__Brief__:
Lines in the entries below where the word "content" shows up should each be copied.

__Provided data__:
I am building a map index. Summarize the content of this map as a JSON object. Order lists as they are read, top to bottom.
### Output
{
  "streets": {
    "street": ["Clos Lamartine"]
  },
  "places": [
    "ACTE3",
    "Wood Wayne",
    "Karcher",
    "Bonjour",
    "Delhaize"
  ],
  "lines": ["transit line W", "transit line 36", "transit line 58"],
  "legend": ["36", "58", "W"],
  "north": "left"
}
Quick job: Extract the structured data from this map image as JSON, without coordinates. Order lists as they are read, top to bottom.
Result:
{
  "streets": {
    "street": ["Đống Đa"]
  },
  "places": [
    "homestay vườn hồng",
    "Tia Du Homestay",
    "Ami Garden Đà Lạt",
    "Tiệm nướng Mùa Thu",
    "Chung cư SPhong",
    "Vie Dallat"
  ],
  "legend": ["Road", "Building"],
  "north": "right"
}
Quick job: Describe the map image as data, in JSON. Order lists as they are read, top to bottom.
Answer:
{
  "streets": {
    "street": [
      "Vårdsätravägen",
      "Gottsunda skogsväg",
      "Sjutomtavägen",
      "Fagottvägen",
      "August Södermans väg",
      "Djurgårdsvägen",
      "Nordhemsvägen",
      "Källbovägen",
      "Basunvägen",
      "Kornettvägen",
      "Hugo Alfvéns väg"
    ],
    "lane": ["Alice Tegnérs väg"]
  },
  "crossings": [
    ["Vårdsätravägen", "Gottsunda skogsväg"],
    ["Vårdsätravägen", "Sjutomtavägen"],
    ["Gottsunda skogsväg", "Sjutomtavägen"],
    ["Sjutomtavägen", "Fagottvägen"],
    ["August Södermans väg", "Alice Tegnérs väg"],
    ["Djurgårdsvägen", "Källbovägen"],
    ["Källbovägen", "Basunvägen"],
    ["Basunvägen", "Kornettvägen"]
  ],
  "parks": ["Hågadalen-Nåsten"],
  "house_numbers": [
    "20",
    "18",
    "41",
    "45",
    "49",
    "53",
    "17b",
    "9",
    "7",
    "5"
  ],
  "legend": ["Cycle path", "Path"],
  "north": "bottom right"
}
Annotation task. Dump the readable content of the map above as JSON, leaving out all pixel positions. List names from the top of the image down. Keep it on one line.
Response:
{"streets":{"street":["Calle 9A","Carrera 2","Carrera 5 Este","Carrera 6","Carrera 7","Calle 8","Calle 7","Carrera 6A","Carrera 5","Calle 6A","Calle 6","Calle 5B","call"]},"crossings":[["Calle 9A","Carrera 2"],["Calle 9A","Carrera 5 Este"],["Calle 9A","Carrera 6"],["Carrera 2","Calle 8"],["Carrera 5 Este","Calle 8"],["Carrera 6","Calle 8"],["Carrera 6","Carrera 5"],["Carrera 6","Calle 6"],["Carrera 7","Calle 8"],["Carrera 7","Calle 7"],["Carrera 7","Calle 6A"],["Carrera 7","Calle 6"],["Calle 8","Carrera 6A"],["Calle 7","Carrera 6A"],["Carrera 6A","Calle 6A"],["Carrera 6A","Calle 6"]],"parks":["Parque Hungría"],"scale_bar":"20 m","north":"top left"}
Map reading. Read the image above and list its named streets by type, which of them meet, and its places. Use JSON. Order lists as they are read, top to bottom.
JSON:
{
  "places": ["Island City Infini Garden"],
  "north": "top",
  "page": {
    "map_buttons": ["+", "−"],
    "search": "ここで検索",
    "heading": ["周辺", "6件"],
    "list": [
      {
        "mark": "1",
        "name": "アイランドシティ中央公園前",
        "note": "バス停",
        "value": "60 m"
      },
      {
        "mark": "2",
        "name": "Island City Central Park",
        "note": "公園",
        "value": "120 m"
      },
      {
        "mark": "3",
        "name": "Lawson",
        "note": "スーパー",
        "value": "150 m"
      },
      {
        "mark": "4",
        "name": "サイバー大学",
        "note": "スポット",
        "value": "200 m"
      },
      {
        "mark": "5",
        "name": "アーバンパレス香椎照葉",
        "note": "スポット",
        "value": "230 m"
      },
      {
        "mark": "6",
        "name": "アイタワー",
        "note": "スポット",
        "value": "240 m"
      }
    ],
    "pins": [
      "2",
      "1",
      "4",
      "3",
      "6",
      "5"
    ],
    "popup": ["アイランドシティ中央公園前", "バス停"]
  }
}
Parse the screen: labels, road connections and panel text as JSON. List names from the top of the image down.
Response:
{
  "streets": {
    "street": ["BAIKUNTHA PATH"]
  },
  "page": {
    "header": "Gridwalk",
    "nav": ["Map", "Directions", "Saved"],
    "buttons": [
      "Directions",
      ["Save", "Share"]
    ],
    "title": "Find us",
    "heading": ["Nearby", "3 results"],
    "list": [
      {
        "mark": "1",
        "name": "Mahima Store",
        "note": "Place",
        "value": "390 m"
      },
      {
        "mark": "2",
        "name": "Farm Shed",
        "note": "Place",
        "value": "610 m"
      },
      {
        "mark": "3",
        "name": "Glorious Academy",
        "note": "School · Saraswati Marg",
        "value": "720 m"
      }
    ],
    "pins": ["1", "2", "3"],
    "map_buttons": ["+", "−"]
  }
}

__Task output__:
I am building a map index. Summarize the content of this map as a JSON object. Order lists as they are read, top to bottom.
Annotation task. Dump the readable content of the map above as JSON, leaving out all pixel positions. List names from the top of the image down. Keep it on one line.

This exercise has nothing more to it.